Introduction: Wool Blanket AND Mattress Topper
In this Instructable
I'm going to show you how to make a HUGE fluffy soft wool blanket for winter that also DOUBLES as a wonderfully breathable wool mattress topper for the hot summer months AND where to buy the wool as cheap as possible.
It will keep you cosy warm in winter as a blanket and cool in the summer as a breathable mattress topper.
Step 1: Watch the Video!
This will walk you through all the steps of
- Where to buy your wool cheap
- How to felt it so it won't shed
- How to arm knit it up
Step 2: Felting Up Your Wool Roving
You can use also use super chunky chenille yarn (which many who have wool allergies prefer). It also doesn't require any felting, just knit up and you're finished.
I've used 10 kgs (22 lbs) of White Eider Wool Roving (approx. 400 meters in length) for my project because it was the cheapest on the website.
This will make a blanket 200 cm (78") by 180 cm (70") roughly, to use it as a wool mattress topper simply fold it in half and lay it on your bed under the sheets.
Felting Your Wool Roving
Spraying it with a bit of water helps it felt up faster.
Wool felts by friction so to felt your wool roving you can.
- Roll it between your hands OR
- Roll it over a towel that's tucked tightly around your lap, OR
- Section it off into 2 kilo (4.4 lbs) sections and pop it in the dryer on warm (NOT HOT) for 5 minutes. Repeat this until you've lightly felted all the wool and then tight it back together using a regular double knot.
Step 3: Arm Knitting the Blanket
*Hint - The bigger you make your loops the larger your blanket will be, the small your loops the smaller your blanket.
- Make a slip knot in the end of the yarn.
- Slip your hand through the slip knot and grab the yarn again pulling it through the loop,
- Now slid your hand through the newly made loop and grab more yarn and pull it through that loop.
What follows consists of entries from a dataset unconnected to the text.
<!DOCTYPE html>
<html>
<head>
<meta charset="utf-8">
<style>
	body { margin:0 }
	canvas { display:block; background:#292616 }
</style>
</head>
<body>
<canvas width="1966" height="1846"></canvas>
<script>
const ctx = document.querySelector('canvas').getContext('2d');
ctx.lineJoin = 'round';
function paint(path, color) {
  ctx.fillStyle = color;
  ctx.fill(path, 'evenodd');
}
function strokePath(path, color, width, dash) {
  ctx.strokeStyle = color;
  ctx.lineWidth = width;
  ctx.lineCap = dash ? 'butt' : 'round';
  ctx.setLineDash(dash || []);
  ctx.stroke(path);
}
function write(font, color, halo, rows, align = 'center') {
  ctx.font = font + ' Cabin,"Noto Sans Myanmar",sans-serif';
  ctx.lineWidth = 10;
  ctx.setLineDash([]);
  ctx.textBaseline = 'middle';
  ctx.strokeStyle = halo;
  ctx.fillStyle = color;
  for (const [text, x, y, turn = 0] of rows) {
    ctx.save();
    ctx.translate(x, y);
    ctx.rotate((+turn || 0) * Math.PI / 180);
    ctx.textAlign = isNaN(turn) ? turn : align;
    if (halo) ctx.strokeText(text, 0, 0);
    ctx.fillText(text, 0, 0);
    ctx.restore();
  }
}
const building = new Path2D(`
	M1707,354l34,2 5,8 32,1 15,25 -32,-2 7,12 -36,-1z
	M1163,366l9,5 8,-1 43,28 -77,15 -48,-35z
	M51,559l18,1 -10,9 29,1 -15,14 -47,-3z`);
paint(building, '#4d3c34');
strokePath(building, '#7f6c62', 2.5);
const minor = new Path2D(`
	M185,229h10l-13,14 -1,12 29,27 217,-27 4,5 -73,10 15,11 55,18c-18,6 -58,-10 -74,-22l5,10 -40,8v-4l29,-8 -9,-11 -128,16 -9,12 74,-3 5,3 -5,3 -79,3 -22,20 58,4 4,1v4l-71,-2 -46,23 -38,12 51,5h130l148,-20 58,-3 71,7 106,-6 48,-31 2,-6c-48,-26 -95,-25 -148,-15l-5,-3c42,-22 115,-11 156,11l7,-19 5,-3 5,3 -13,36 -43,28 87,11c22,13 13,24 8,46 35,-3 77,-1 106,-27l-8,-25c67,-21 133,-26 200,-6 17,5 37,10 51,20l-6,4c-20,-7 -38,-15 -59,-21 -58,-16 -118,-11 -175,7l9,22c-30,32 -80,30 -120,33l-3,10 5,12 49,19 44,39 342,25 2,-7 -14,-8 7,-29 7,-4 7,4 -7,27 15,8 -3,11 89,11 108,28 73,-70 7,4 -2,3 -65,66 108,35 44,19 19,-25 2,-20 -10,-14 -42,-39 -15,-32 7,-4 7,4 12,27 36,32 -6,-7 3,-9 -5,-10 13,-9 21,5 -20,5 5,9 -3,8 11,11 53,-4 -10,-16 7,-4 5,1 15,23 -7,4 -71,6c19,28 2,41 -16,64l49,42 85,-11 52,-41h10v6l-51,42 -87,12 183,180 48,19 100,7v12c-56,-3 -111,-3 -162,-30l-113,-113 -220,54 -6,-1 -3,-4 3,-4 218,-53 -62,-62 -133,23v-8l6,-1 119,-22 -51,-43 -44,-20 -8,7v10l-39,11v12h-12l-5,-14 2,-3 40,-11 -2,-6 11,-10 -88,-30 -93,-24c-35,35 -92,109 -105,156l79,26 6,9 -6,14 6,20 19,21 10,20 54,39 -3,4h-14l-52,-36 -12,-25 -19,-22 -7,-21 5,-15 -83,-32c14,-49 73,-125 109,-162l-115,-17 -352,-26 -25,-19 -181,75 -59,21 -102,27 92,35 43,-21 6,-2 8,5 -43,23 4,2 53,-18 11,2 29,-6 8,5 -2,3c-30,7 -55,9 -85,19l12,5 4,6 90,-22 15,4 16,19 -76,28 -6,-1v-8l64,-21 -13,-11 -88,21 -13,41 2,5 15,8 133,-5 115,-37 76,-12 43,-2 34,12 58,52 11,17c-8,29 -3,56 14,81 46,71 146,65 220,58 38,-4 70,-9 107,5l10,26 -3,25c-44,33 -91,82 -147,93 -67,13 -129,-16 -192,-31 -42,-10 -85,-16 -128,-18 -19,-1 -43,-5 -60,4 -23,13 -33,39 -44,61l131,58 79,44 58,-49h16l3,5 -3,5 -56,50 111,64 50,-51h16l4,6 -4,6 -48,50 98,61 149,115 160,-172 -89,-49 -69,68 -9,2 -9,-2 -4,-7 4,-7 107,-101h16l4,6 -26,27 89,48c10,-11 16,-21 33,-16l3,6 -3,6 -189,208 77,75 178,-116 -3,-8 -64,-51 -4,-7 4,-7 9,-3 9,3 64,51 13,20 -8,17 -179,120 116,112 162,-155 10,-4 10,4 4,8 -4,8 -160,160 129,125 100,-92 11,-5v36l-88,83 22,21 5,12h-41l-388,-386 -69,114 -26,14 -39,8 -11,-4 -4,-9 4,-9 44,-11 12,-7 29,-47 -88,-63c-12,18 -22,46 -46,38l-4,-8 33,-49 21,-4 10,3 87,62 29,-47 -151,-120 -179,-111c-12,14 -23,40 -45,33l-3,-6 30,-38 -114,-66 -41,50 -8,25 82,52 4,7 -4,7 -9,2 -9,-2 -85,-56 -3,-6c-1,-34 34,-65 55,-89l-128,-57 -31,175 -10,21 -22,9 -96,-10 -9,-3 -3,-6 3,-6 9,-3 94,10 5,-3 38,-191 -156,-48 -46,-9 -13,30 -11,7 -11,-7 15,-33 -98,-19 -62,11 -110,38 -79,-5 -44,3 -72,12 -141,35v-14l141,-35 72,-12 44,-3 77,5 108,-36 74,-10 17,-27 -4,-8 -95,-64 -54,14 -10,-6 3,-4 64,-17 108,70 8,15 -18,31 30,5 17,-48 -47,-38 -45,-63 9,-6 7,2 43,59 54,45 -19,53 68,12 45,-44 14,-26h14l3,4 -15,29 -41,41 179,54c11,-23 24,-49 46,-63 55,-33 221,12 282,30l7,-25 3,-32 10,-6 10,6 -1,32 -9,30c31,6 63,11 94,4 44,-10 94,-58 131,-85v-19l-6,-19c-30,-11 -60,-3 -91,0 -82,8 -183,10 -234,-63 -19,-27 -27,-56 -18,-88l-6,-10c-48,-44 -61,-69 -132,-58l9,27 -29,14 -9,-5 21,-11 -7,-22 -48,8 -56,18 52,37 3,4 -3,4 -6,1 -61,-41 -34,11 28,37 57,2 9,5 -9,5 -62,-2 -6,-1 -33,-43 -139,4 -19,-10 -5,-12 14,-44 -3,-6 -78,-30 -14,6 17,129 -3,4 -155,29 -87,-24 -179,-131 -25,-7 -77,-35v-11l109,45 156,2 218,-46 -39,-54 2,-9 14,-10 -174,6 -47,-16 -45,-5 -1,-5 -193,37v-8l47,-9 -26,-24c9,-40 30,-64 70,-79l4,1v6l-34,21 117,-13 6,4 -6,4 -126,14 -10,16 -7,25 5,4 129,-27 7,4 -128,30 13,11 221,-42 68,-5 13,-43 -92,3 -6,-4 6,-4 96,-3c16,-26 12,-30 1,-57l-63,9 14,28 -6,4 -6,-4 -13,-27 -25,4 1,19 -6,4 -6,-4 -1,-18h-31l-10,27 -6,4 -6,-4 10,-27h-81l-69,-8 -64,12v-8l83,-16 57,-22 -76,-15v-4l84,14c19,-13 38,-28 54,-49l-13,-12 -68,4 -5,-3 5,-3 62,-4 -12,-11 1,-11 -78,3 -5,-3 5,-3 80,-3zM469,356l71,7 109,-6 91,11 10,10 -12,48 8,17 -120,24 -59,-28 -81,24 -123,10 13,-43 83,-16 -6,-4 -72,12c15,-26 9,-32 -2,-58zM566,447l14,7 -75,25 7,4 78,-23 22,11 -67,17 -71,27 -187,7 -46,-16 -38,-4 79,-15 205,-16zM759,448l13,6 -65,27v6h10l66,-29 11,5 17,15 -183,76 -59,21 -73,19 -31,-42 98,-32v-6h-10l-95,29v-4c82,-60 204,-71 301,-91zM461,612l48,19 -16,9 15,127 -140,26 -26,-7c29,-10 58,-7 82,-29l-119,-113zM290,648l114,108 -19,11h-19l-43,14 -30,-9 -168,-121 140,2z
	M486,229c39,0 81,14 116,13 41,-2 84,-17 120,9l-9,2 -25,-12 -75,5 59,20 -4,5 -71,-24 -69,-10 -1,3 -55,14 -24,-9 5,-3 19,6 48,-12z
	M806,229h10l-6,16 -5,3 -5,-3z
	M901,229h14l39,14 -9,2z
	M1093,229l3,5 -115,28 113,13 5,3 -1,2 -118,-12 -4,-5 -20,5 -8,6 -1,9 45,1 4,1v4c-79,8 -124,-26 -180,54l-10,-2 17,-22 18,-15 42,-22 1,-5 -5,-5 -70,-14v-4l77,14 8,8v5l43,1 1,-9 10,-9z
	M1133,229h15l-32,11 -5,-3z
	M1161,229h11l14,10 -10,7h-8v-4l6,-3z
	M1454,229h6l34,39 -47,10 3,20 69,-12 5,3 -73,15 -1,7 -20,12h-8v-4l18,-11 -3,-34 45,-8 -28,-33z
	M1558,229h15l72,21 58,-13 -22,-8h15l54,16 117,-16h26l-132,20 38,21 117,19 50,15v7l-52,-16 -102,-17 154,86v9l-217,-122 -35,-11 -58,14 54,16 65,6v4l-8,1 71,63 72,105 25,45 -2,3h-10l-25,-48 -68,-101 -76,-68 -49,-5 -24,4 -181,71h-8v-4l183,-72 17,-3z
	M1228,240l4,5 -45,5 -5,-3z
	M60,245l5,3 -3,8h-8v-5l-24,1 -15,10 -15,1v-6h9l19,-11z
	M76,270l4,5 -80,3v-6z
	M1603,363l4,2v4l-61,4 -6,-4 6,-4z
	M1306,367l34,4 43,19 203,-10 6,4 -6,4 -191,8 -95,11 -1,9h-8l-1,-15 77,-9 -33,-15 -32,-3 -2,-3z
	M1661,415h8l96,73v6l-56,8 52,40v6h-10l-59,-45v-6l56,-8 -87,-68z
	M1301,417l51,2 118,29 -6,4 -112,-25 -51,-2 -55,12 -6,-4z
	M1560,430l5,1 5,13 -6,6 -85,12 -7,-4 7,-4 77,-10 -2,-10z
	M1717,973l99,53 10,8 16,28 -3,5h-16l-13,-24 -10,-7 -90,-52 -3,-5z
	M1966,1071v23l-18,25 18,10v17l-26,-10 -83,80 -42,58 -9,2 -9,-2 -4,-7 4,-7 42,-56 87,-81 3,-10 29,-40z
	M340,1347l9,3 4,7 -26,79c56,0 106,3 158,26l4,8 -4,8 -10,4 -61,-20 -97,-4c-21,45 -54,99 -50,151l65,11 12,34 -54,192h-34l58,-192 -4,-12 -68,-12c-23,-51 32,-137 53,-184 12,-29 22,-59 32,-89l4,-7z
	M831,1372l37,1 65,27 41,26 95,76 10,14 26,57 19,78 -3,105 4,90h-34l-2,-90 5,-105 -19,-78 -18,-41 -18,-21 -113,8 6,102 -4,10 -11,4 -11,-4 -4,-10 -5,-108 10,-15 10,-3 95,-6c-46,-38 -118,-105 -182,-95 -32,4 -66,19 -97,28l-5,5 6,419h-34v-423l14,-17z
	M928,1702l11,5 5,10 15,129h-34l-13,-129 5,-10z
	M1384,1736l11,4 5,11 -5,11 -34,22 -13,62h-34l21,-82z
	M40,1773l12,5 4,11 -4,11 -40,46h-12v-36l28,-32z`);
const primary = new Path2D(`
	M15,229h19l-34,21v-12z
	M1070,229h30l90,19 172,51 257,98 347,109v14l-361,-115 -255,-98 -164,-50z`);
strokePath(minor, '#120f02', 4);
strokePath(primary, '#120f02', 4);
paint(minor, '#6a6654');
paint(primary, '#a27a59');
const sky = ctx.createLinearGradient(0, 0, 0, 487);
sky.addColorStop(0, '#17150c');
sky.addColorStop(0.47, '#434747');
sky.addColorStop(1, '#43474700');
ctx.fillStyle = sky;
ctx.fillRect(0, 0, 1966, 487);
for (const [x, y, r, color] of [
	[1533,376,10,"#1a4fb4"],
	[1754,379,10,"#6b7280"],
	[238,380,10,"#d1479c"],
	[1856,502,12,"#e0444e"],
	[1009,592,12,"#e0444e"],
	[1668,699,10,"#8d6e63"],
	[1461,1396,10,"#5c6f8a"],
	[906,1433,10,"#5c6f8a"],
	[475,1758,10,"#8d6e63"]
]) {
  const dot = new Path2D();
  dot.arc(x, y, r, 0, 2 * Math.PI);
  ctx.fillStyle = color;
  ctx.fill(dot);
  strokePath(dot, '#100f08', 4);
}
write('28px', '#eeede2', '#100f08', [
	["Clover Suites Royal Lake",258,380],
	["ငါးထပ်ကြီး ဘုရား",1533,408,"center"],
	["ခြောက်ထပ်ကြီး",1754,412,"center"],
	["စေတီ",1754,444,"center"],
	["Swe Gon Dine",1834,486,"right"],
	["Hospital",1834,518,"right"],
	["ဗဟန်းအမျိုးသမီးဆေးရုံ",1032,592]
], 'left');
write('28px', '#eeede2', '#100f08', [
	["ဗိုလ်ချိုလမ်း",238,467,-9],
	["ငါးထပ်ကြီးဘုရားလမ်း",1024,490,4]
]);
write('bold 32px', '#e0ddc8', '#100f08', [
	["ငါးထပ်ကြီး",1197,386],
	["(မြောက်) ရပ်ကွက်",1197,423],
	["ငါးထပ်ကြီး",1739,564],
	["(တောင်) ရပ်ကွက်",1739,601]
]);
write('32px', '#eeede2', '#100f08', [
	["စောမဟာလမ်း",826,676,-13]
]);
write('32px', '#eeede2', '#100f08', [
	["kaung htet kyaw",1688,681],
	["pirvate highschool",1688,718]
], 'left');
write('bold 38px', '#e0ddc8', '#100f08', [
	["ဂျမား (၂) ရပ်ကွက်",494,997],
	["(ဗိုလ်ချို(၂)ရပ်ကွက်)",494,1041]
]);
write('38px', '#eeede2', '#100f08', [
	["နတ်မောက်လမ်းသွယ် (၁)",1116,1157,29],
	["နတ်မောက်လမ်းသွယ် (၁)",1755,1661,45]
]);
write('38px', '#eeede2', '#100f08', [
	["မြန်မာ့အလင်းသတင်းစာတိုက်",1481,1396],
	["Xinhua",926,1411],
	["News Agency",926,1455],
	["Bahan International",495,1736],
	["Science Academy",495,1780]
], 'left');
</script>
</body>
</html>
- Continue on until you have a chain of yarn as wide as you want your blanket.
Arm Knitting the Body
It's best to watch the video for instructions here, but I'll do my best to explain.
- One side of the chain should have bumpy dashes and the other side should look like a braid or plait. Pull yarn through the bumpy bar to make a newly formed loop, then continue along the chaining pulling new yarn through each bumpy bar. You should have a chain full of loops sticking up to one side now.
- Pull your yarn through one of the loops sticking up to form a new loop.
- Continue moving across all loops pulling new yarn to form a new loop through each of them.
- You now have one row complete!
- Continue back and forth making new rows in this manner. It will take several hours so be patient, and take breaks to give your arms a rest.
Let's finish off the blanket now.
- Knit two of the loops like you did on the rows before.
- Now take the back loop (previous loop) and pass the other loop through it and let go.
- You should now only have one loop left with the other loop securely laying sideways at the base of that loop.
- Knit 1 more loop like you did on the rows. Now repeat step 2.
- Continue knitting one new loop, then passing it through the previous loop until you only have one loop left.
- Pass the tail of your yarn through the end loop and snug it up tight and weave in the tail, tucking it here and there to hide it.
Step 4: Finished!
You now have a HUGE blanket that can also double as a mattress topper!
Either way you use it you'll feel the luxury of pure wool. Be sure to put it in a cover if you're using it as a mattress topper to keep any fuzzies off your sheets.
Participated in the
Warm and Fuzzy Contest
2 years ago
I wish to elbow knit a wool matress topper. TRhe supplies are in L. How do I convert or find in USA. Thanks. Nyanna
4 years ago
It looks so soft!
Reply 4 years ago
4 years ago
Very nice, I like how you hand felted the wool before knitting.
Do you think you could also knit first and felt after? Would probably give an entirely different effect... but you would need more wool, I guess ( just a thought).
Did it take long long to create this blanket/ matrass topper?
Reply 4 years ago
Yes, you can knit first and felt later, but it sheds like mad and is difficult to felt when it's knitted unless it's small enough to throw in the dryer (which mine isn't). I took several days to make this one, but it probably took about 10 hours with all the hand felting that I did on it.